*What the task asks*
Search the records for the string "lines". Copy each line where it occurs.

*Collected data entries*
____________________
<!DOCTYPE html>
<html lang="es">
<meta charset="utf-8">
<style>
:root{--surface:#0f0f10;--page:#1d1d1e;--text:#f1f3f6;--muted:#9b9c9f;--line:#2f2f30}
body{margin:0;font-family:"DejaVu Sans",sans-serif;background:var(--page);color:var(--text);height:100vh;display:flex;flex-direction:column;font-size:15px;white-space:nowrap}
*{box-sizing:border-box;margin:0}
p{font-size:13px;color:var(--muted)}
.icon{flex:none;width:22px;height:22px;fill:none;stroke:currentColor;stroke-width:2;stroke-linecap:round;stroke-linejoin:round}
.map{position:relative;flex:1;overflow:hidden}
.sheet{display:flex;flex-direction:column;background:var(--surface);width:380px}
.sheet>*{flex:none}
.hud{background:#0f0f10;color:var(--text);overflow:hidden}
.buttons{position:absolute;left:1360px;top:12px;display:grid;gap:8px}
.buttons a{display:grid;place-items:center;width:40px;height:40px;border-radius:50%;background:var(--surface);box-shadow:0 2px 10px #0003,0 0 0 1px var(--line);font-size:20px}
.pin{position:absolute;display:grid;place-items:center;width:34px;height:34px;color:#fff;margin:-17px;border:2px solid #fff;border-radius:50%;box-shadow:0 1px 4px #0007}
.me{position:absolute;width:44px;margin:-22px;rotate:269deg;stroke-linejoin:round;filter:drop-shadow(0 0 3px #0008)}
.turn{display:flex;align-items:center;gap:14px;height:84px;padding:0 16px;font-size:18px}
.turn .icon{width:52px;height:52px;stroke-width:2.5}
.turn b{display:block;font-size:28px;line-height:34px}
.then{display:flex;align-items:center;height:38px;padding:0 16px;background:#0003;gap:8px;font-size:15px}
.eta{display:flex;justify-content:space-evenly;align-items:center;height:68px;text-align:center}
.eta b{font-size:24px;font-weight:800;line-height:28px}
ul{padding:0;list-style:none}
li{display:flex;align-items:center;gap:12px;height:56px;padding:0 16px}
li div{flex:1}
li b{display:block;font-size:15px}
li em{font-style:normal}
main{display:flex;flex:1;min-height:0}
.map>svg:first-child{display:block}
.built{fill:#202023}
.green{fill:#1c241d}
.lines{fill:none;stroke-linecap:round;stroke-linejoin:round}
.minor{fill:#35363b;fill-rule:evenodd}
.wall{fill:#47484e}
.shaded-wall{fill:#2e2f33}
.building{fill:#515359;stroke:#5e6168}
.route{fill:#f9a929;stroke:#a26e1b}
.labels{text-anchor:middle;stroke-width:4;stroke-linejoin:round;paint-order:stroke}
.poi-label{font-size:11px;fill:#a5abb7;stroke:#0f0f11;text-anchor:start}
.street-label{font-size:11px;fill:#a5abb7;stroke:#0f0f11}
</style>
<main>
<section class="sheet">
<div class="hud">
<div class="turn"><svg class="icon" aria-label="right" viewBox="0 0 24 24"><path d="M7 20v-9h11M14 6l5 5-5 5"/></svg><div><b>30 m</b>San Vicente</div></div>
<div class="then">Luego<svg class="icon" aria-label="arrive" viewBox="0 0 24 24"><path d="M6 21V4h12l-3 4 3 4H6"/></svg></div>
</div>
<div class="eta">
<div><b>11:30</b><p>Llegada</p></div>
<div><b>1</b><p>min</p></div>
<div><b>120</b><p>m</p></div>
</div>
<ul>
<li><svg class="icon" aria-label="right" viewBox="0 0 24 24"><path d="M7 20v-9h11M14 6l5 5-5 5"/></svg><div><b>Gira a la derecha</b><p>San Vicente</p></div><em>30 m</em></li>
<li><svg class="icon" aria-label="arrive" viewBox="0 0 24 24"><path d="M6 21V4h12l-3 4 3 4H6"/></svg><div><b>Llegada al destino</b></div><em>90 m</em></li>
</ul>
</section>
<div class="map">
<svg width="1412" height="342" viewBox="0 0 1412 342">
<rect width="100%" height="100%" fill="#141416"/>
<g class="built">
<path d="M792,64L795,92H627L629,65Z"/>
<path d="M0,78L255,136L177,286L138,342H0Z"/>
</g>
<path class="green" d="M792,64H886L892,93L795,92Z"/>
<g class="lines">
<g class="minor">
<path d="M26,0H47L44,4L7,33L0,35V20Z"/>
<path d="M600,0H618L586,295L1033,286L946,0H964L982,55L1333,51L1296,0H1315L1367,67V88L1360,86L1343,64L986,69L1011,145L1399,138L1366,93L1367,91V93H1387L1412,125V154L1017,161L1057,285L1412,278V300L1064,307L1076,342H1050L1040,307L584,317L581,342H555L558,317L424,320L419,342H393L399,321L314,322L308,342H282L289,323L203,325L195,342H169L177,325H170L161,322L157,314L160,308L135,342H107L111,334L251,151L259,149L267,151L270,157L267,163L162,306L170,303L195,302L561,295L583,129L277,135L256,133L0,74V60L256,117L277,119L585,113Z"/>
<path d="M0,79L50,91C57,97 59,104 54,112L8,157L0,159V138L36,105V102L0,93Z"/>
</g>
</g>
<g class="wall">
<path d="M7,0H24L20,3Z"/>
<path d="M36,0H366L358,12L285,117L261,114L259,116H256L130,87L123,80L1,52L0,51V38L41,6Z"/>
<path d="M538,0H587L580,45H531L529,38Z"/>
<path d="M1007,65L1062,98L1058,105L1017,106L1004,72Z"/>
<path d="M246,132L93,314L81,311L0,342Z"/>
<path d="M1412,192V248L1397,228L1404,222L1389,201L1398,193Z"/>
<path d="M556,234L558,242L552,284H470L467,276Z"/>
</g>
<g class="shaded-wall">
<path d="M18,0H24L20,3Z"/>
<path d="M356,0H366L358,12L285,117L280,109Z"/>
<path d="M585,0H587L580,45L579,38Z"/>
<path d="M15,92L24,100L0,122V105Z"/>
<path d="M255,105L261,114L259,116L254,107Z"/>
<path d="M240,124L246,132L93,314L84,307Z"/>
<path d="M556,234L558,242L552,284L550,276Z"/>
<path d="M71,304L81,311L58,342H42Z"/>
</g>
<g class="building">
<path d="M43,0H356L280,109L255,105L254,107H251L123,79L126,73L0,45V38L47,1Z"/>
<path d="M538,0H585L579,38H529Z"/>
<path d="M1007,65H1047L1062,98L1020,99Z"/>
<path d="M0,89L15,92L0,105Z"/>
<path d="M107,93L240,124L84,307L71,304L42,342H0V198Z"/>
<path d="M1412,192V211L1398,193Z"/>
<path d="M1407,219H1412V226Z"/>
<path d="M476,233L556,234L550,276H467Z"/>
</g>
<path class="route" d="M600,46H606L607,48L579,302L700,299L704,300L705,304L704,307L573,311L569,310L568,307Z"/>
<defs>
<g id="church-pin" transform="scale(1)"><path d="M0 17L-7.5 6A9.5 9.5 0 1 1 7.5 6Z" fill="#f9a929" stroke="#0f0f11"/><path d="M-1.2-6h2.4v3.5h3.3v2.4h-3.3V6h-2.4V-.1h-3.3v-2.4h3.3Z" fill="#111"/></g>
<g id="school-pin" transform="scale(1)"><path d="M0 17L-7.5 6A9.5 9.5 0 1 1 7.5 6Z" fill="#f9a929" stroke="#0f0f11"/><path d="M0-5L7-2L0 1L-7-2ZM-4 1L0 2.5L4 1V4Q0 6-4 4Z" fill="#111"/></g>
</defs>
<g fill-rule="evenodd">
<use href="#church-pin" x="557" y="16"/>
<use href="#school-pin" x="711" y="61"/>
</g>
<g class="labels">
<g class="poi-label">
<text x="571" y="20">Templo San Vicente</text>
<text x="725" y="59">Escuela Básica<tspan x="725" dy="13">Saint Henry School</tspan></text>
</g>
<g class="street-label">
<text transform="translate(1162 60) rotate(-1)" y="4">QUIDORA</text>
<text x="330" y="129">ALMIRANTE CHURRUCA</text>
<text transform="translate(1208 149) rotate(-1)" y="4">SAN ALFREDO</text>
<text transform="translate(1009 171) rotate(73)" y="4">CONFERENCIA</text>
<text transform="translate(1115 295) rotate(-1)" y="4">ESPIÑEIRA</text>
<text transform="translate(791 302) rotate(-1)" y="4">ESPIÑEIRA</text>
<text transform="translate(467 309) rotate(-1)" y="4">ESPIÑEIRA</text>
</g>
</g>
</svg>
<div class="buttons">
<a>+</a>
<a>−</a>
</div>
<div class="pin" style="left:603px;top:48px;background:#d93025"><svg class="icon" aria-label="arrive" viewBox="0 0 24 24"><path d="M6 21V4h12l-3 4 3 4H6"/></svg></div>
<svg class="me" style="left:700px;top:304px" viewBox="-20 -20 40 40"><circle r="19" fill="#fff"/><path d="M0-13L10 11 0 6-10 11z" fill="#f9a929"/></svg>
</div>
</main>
____________________
*Response area*
.lines{fill:none;stroke-linecap:round;stroke-linejoin:round}
<g class="lines">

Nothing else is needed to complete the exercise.